The answers they usually get make my head hurt.  I've read a few ... seems to have something to do with the fact that "Apterture" is not directly related to the size of the front lens element?  And sometimes it can be larger than the front lense physically is?  Maybe it is a virtual aperture?  
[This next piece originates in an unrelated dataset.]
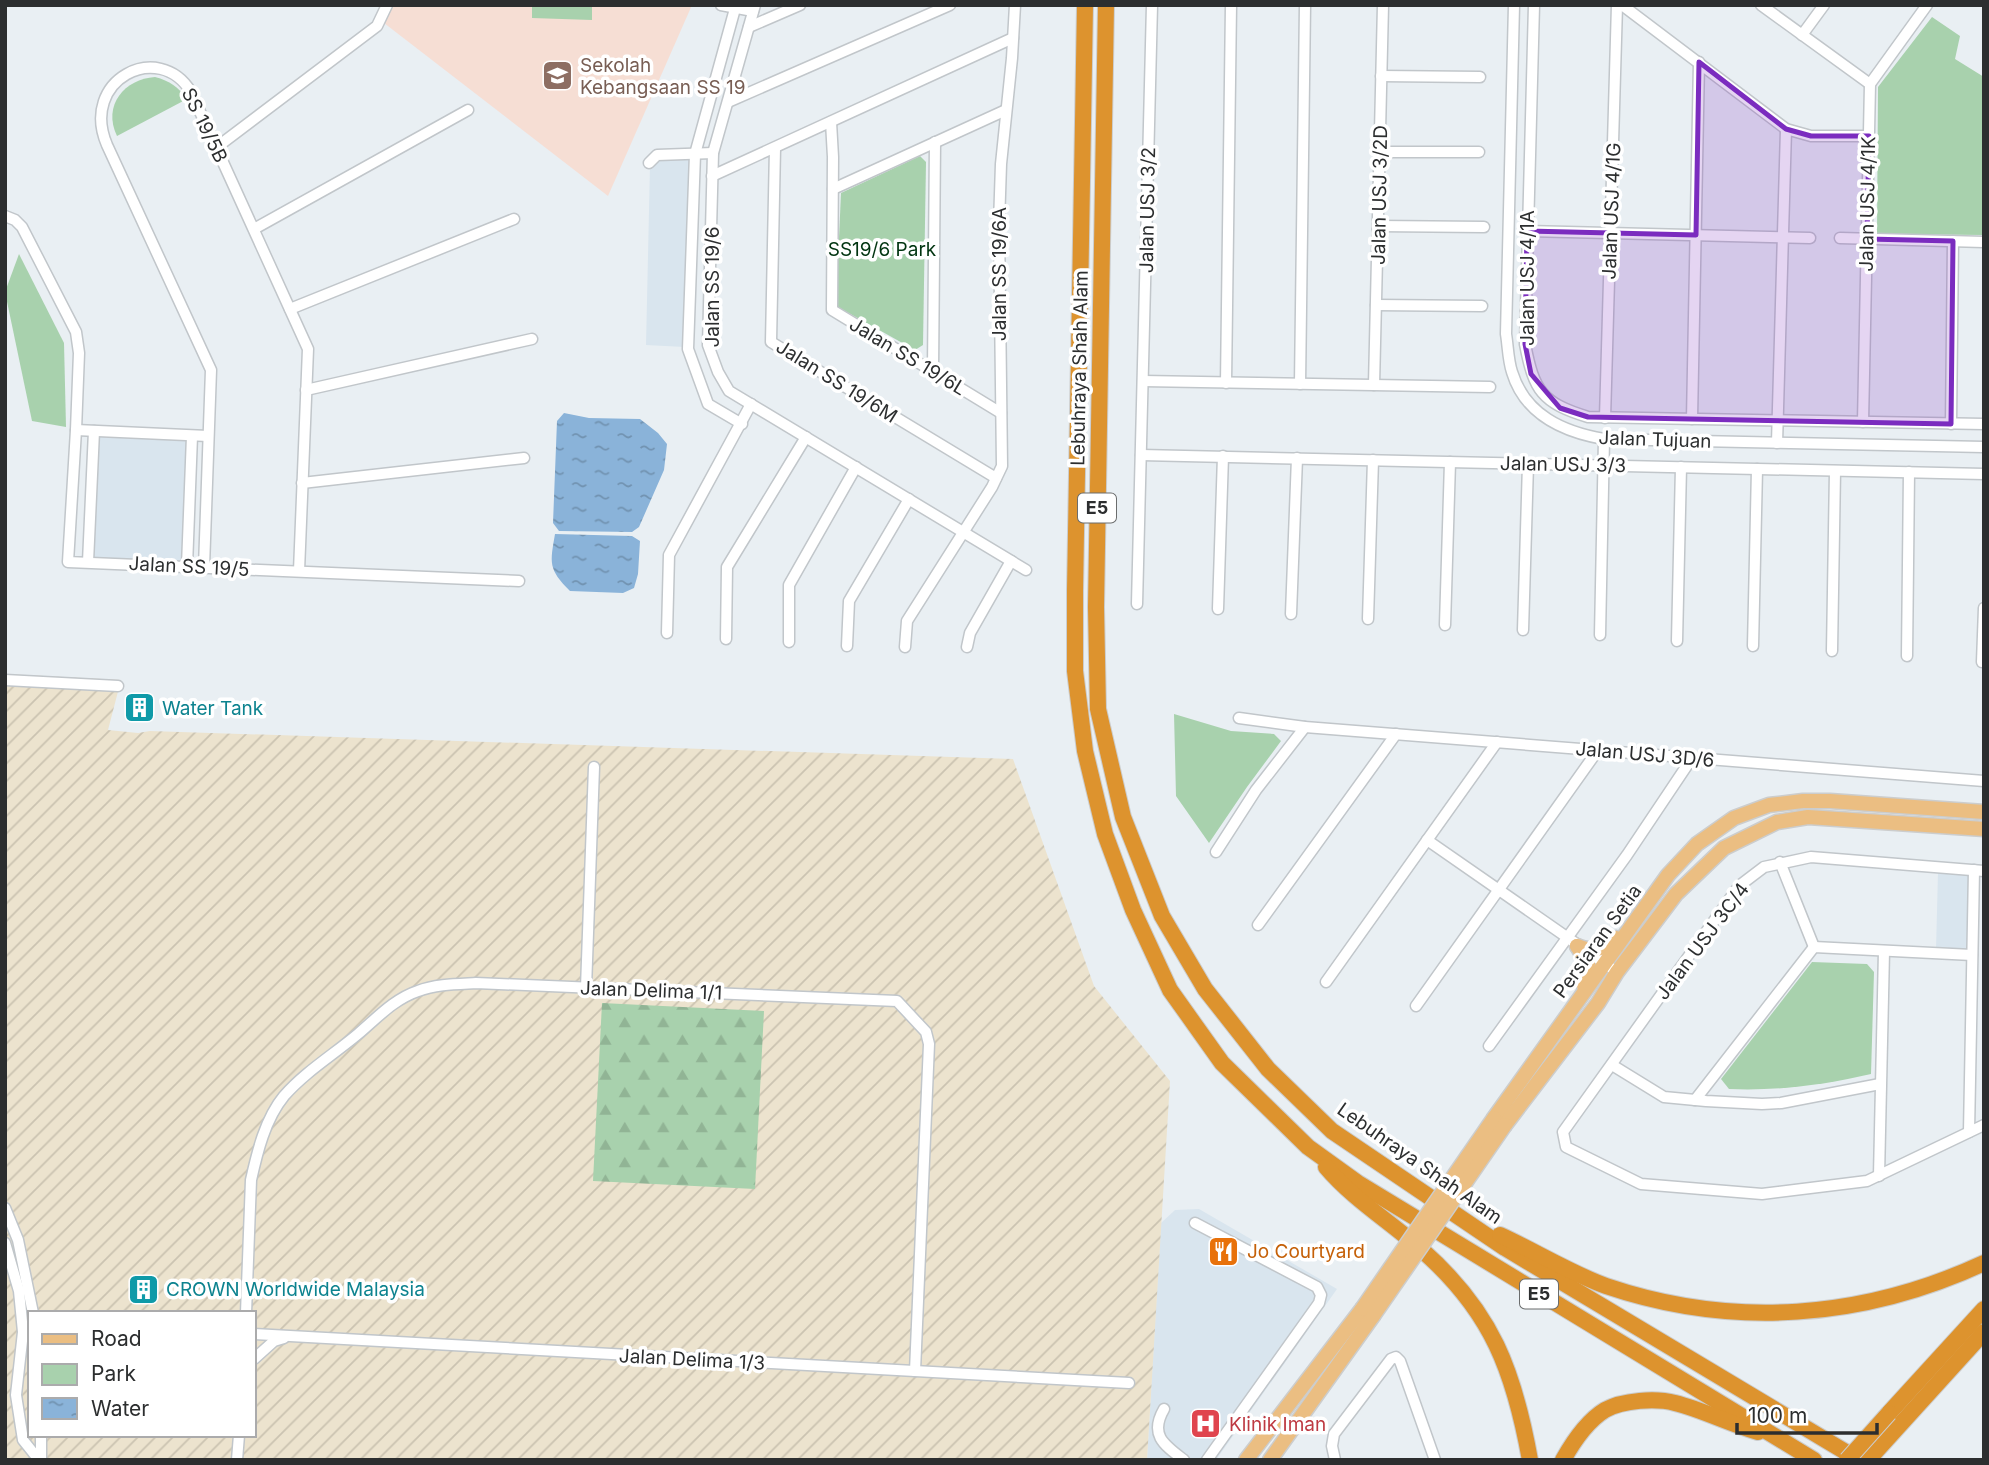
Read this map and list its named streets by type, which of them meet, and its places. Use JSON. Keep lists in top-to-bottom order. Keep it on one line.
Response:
{"streets":{"highway":["Lebuhraya Shah Alam","E5"],"main road":["Persiaran Setia"],"street":["SS 19/5B","Jalan USJ 3/2D","Jalan USJ 4/1K","Jalan USJ 3/2","Jalan USJ 4/1G","Jalan SS 19/6A","Jalan USJ 4/1A","Jalan SS 19/6","Jalan SS 19/6L","Jalan SS 19/6M","Jalan Tujuan","Jalan USJ 3/3","Jalan SS 19/5","Jalan USJ 3D/6","Jalan USJ 3C/4","Jalan Delima 1/1","Jalan Delima 1/3"]},"crossings":[["SS 19/5B","Jalan SS 19/5"],["Jalan USJ 4/1K","Jalan USJ 4/1A"],["Jalan USJ 3/2","Jalan USJ 3/3"],["Jalan USJ 4/1G","Jalan USJ 4/1A"],["Jalan SS 19/6A","Jalan SS 19/6"],["Jalan SS 19/6A","Jalan SS 19/6L"],["Jalan SS 19/6A","Jalan SS 19/6M"],["Jalan Delima 1/1","Jalan Delima 1/3"]],"parks":["SS19/6 Park"],"places":{"school or university":["Sekolah Kebangsaan SS 19"],"building":["Water Tank","CROWN Worldwide Malaysia"],"restaurant":["Jo Courtyard"],"hospital":["Klinik Iman"]},"legend":["Road","Park","Water"],"scale_bar":"100 m"}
I can not grok this.  So maybe I need pictures!  Or at least a very concise and simple explanation!

Thank you,
  _Joha


----------



## Infidel (Oct 5, 2010)

If found this to be helpful: Digital Grin Photography Forum - View Single Post - Constant vs. Variable Aperture zooms

Also, remember that lens aperture is ultimately determined by the apparent size of the diaphragm opening, not just the size of the front element.


----------



## KmH (Oct 5, 2010)

hartz said:


> ......... I've read a few ... seems to have something to do with the fact that "Apterture" is not directly related to the size of the front lens element? And sometimes it can be larger than the front lense physically is? Maybe it is a virtual aperture?...


Aperture is a function of the lens focal length, and can never be larger than the front lens element.
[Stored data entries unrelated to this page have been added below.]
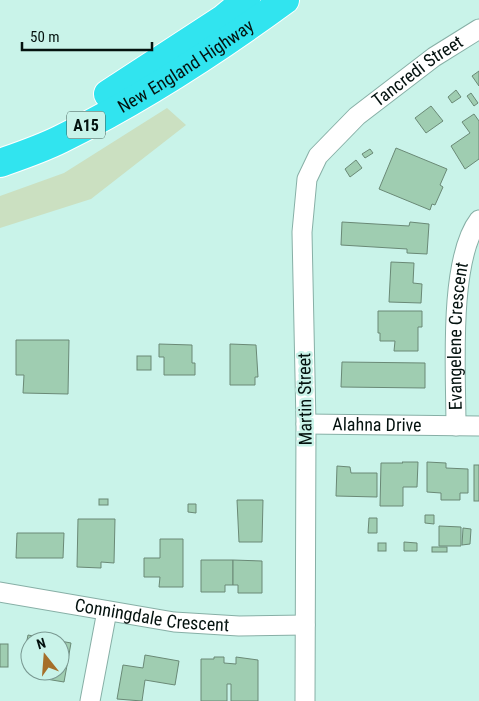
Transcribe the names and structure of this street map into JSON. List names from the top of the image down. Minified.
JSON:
{"streets":{"highway":["New England Highway","A15"],"street":["Tancredi Street","Evangelene Crescent","Martin Street","Alahna Drive","Conningdale Crescent"]},"crossings":[["Tancredi Street","Martin Street"],["Evangelene Crescent","Alahna Drive"],["Martin Street","Alahna Drive"],["Martin Street","Conningdale Crescent"]],"scale_bar":"50 m","north":"top"}
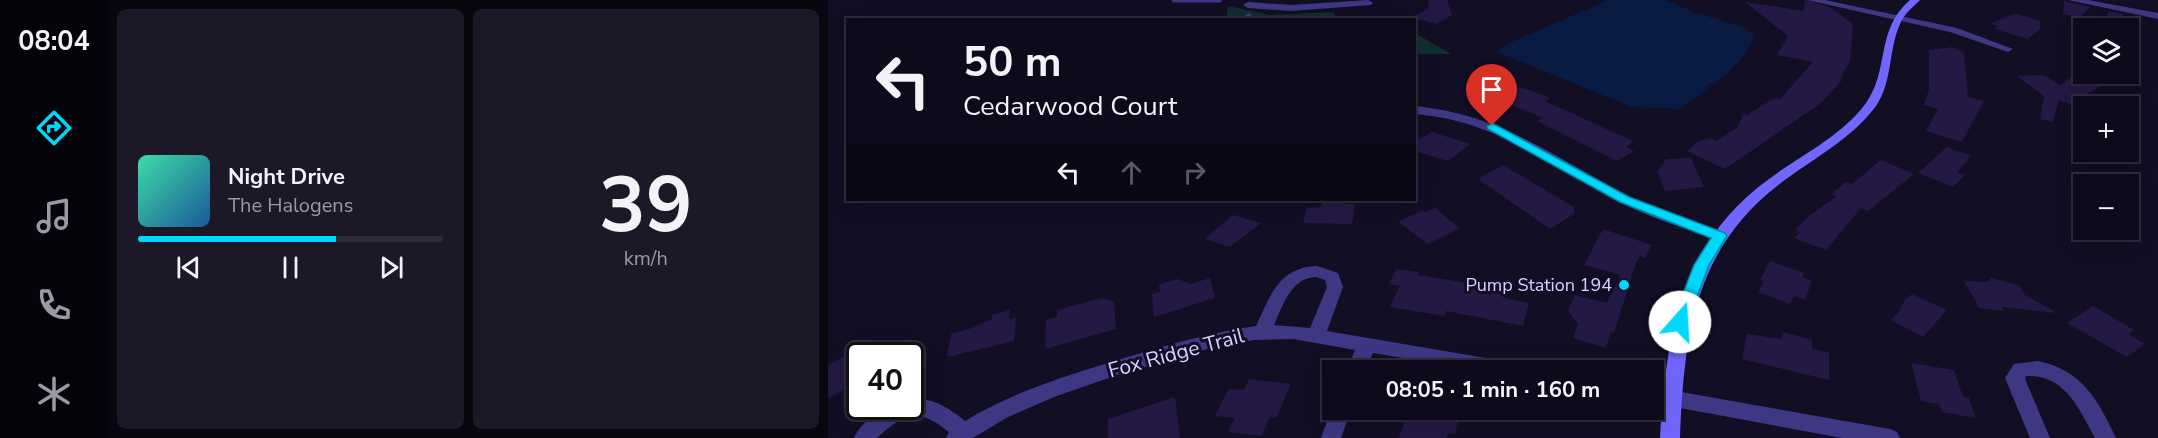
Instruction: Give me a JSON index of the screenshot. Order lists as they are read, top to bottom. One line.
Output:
{"streets":{"street":["Fox Ridge Trail"]},"places":["Pump Station 194"],"page":{"tabs":"08:04","tile":["39","km/h"],"map_buttons":["+","−"],"turn":["50 m","Cedarwood Court"],"song":["Night Drive","The Halogens"],"limit":"40","trip":"08:05 · 1 min · 160 m"}}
Lets consider a lens that can zoom from 50 mm to 100 mm. Lets also assume the maximum aperture this lens can achieve is f/4.

F/4 means the maximum aperture diameter will be 1/4th of the focal length the lens is set to. At 50 mm the diameter of the aperture will be 50 mm / 4 = 12.5 mm. At 100 mm the diameter of the aperture will be 100 mm / 4 = 25 mm.

Lets look at a real world example: a Nikon 80-200 f/2.8 zoom lens. The lens has a front element that has about 73 mm of it exposed.

At 80 mm the maximum lens aperture is 28.57 mm, nowhere close to 73 mm. At 200 mm the maximum lens aperture is 71.4 mm, not quite the 73mm of the front lens element. By the way, that lens uses 77 mm screw-in filters.


----------



## Big Mike (Oct 5, 2010)

It's a bit of a misnomer, because when we see a zoom lens with a 'constant' aperture of F2.8, the actual max size of the aperture varies as you zoom...to keep the 'ratio' consistent.  Remember that the F number is a ratio between the focal length and the size of the entrance pupil.  

But when you have a cheaper lens, that has a 'variable' max aperture...something like F3.5 to F5.6, it's actually because the size of the aperture doesn't change as you zoom...but because the focal length does change, the ratio changes, and thus, the F number has to change.


----------



## prodigy2k7 (Oct 5, 2010)

Big Mike said:


> It's a bit of a misnomer, because when we see a zoom lens with a 'constant' aperture of F2.8, the actual max size of the aperture varies as you zoom...to keep the 'ratio' consistent.  Remember that the F number is a ratio between the focal length and the size of the entrance pupil.
> 
> But when you have a cheaper lens, that has a 'variable' max aperture...something like F3.5 to F5.6, it's actually because the size of the aperture doesn't change as you zoom...but because the focal length does change, the ratio changes, and thus, the F number has to change.


Its all confusing to me haha...
Checkout my EF 75-300 F/4-5.6
at 300mm I select F/5.6 and hold the DoF preview button, (its wide open, cant see the blades), then you start to zoom out to 75mm, at F/5.6 and is no longer "wide open" and you can see the aperture blades start to come out.

If I look into my 70-200 F/2.8, I set aperture wide open at 2.8 and zoom, and the aperture blades dont change physical size or move.

Which is pretty cool but still dont understand the difference. I know there is something optically different in design.



Big Mike said:


> It's a bit of a misnomer, because when we see a  zoom lens with a 'constant' aperture of F2.8, *the actual max size of the  aperture varies as you zoom*....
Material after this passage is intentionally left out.